Thursday 4 May 2017

Compiler investigations

As an impatient programmer, I've always been interested in compile times. I believe that fast-iteration is something that makes a huge difference to my level of productivity. I guess we all have different work-flows and adapt to those, too. So I've been playing around with my relatively small-but-perfectly-formed WeaselTech codebase. It's relatively simple and handles modelviewing, sound, input, file loading, etc. Most of the stuff you typically need to build a game with.

Firstly, I don't consider the compile times to be onerous for this project - I actively maintain it to do The Good Things - but it's a reasonable enough size project and I'm curious about how much of the many things I've been told about compile times are true. Also I'm interested in decisions made in future projects.

tl;dr I managed to get my compile times down from around 13.1 seconds to 2.1s. That's 84% faster! If you're too lazy - or have better things to do - There's a convenient summary at the bottom of the page.



Here's some thoughts:

Most of the information I 'know' about compile times comes from hearsay and information garnered over multiple years I've put a few of those links below. Few people *think* they've got time to test this in the real world. In reality, I think we don't have time *not* to.


Testing Notes


  • My project is set up in a traditional way - no unity files - just a lot of individual .cpp and .h files in the project.
  • After each change, I do a 'Rebuild' and do four runs, discarding the slowest (usually the first) result to ensure warm caches and 'random' CPU spikes.
  • Code is kept on a HDD (as opposed to an SSD) though previous tests for this showed me that once the disk cache is warm the compilation time is the same.
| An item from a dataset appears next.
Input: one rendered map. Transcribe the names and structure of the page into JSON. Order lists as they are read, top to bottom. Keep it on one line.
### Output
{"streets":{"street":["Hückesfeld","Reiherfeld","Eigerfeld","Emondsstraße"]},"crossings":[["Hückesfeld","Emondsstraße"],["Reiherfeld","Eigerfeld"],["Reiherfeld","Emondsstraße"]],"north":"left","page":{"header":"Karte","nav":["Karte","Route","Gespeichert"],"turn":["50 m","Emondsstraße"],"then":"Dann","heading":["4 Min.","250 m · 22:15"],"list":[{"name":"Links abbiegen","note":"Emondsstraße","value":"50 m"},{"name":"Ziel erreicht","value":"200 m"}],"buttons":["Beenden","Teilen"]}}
More on that to come.
  • Build timings are taken from using MSVC 2015 and timed using MSVC build timer.
  • I'm compiling the debug build. This is usually considerably faster than optimised builds.
  • I'm using /MP on the command-line to compile using multiple cores (more on this later).
  • I'm using an increasingly dated 4-core i5-2500K @ 3.3GHz.
  • I'm doing a rebuild on just my 'Tech' project. So these timings do not account for linker time!
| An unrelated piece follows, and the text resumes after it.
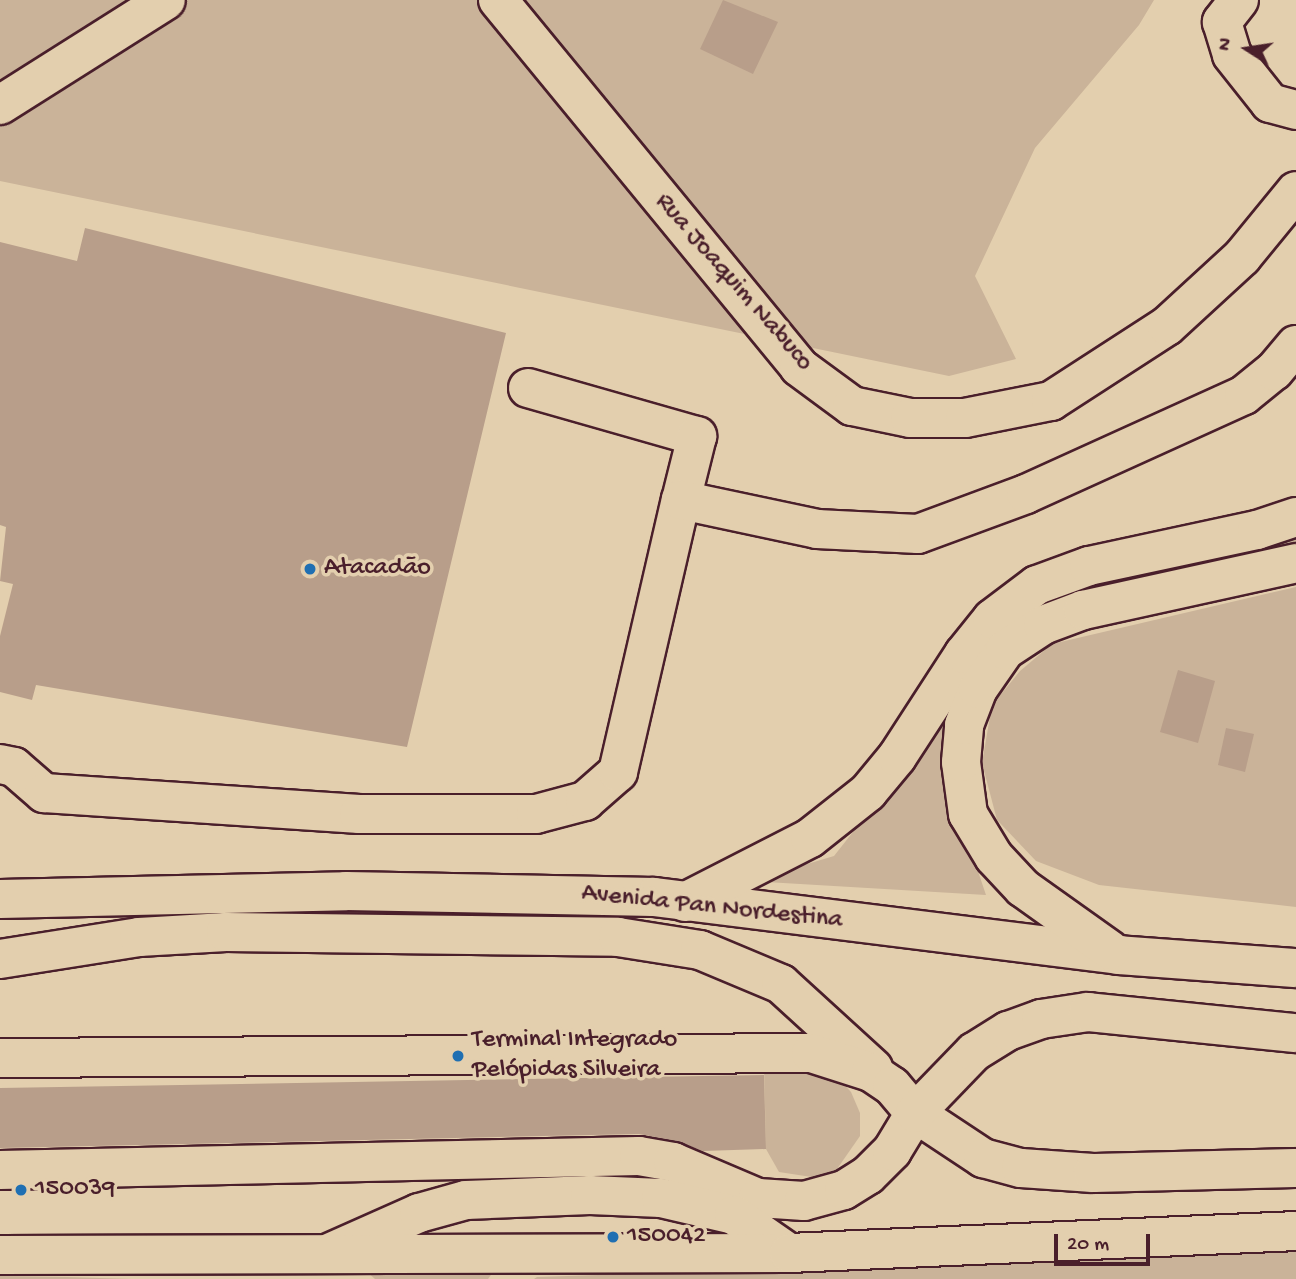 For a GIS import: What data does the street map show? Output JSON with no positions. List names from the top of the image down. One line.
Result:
{"streets":{"main road":["Rua Joaquim Nabuco","Avenida Pan Nordestina"]},"places":["Atacadão","Terminal Integrado Pelópidas Silveira","150039","150042"],"scale_bar":"20 m","north":"left"} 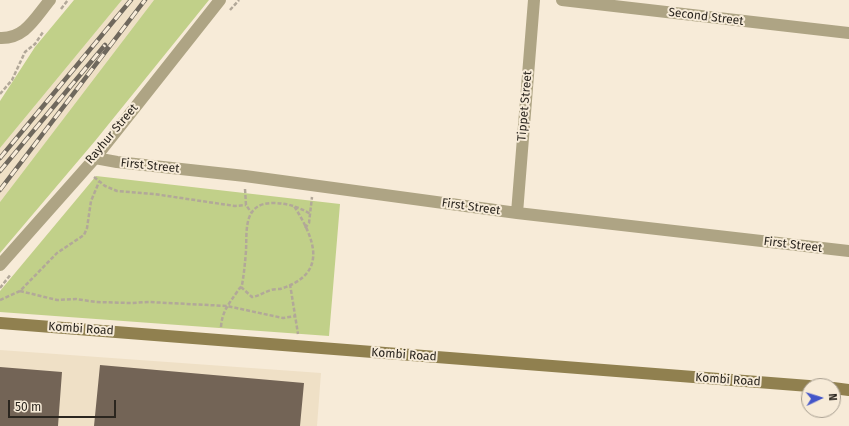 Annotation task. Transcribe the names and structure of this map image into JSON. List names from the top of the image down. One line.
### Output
{"streets":{"main road":["Kombi Road"],"street":["Second Street","Tippet Street","Rayhur Street","First Street"]},"crossings":[["Tippet Street","First Street"],["Rayhur Street","First Street"]],"scale_bar":"50 m","north":"right"}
Removing '#include <everythingandthkitchensink.h>'


It makes sense that the larger the file, the longer it's going to take to compile. For that reason I've always reasoned that most of the time is spent parsing massive #include networks so I addressed that first.
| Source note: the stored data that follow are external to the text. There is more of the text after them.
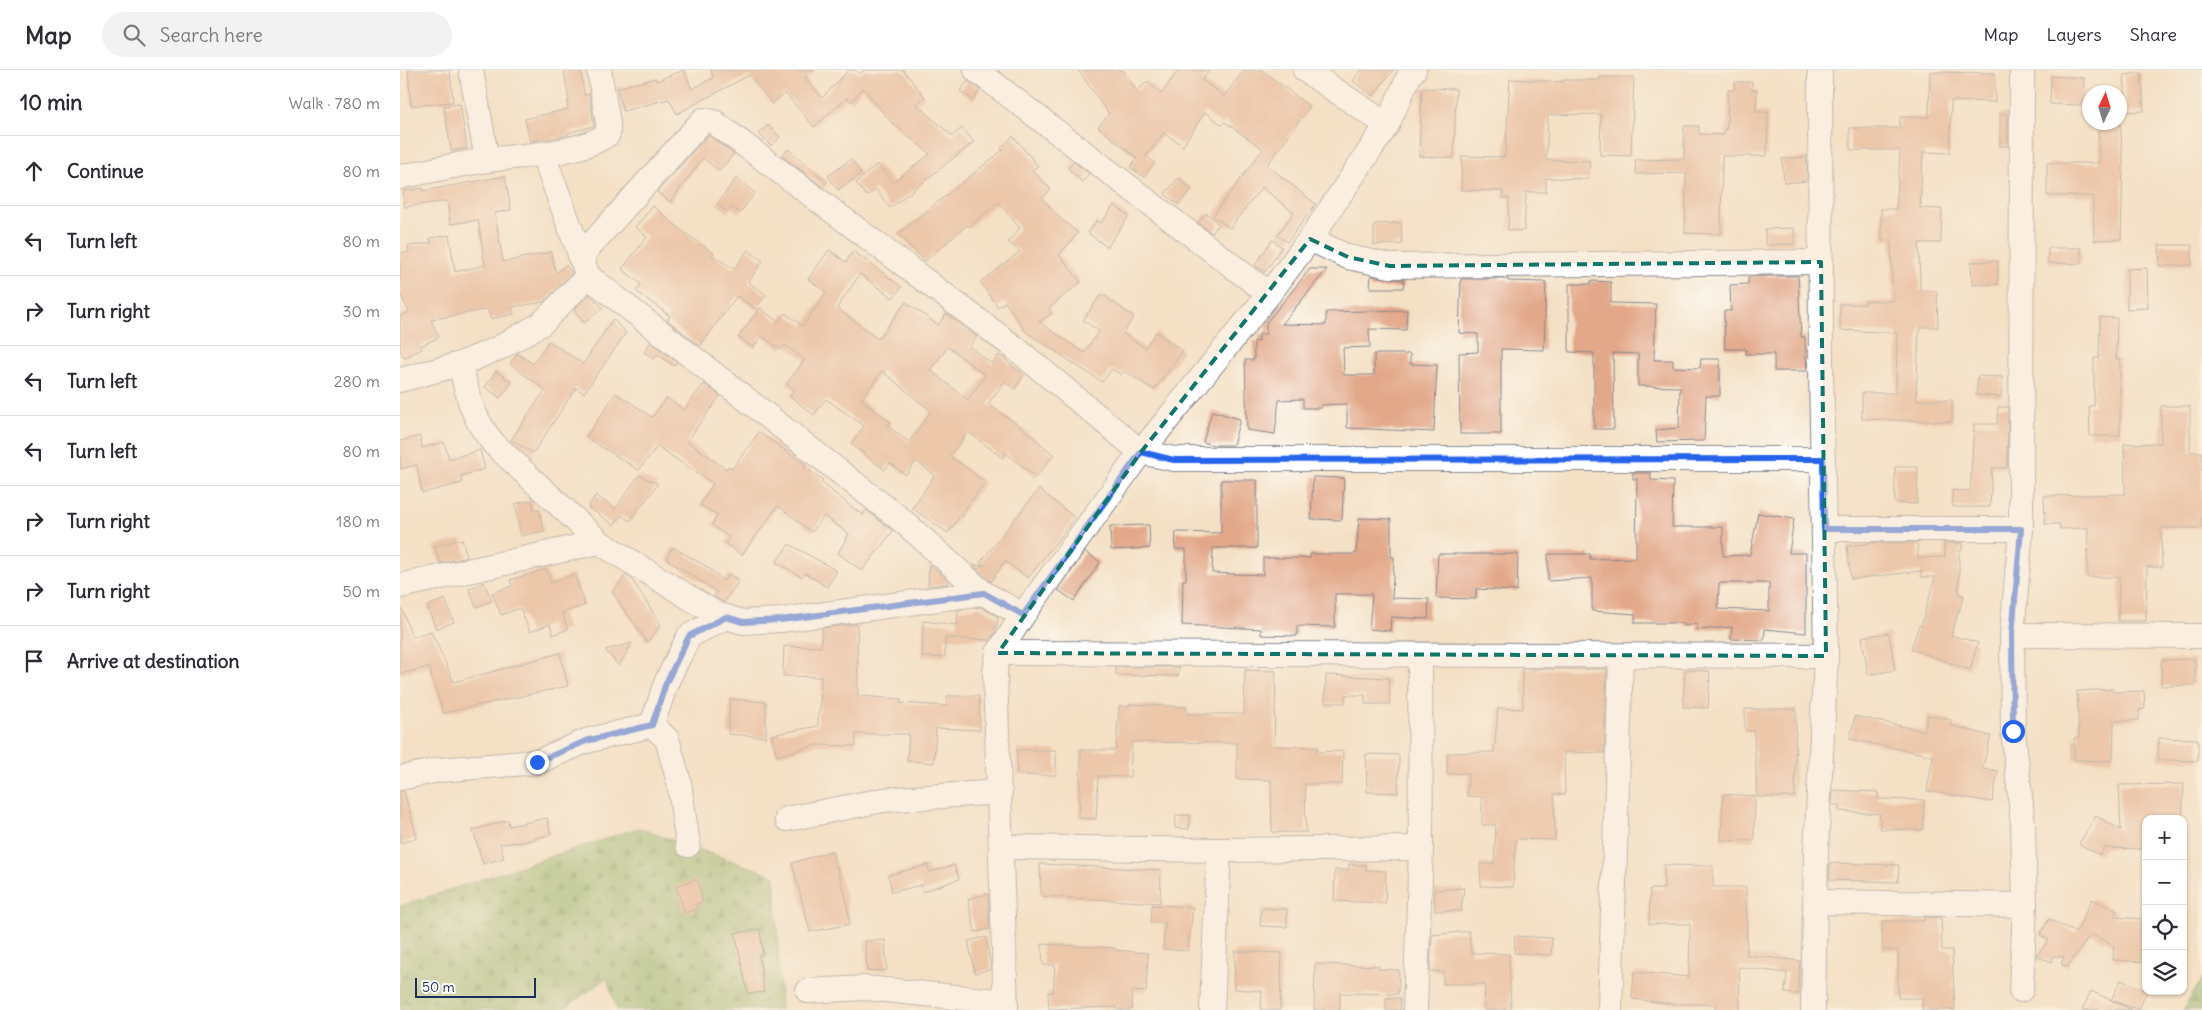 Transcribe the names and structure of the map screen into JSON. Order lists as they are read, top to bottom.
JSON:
{
  "scale_bar": "50 m",
  "north": "top",
  "page": {
    "header": "Map",
    "search": "Search here",
    "nav": ["Map", "Layers", "Share"],
    "heading": ["10 min", "Walk · 780 m"],
    "list": [
      ["Continue", "80 m"],
      ["Turn left", "80 m"],
      ["Turn right", "30 m"],
      ["Turn left", "280 m"],
      ["Turn left", "80 m"],
      ["Turn right", "180 m"],
      ["Turn right", "50 m"],
      "Arrive at destination"
    ],
    "map_buttons": ["+", "−"],
    "scale": "50 m"
  }
}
I have a reasonably tidy codebase but there were a few areas of improvement I'd seen before. I spent a fair amount of time doing the following:
  • Tried removing dead code (old platforms, deprecated libraries etc.) from the most common of headers, which made up to 500ms difference. I'm sure these will grow again over time, but housekeeping is good.
  • I moved some inline function definitions (for example for Vec3, Vec4) from the header file of their class to a separate .inl file. As these files are parsed so many times it should reduce the amount of work the preprocessor will have to do. It did. And I probably got around 500ms back again. Progress.
    • This works particularly well for template classes (HashTables, custom Arrays, etc.). As you'd expect, a template class syntax takes longer for the preprocessor to parse.
  • I had a very small number of system includes in commonly included files (math.h included from maths.h being the most notable). This probably saved about 0.1ms as in my case maths.h wasn't being included much.
  • I noted that old-fashioned header guards seem to be doing their job (both inside the .h file and in headers including a .h file). Notionally I can't see the performance degrade by adding a #include to the same file twice. 
    • I'm using header guards historically as some of the code was written a long time ago ... I've not compared with #pragma once as I don't live long enough to try everything.
  • Excluded some files from the build (d3d9 files in a d3d12 project aren't needed...). That's an easy win.
Removing unused headers didn't seem to make the huge difference I was expecting though there's a good argument that this is because my relatively small library is quite well behaved at what it includes compared to an older codebase.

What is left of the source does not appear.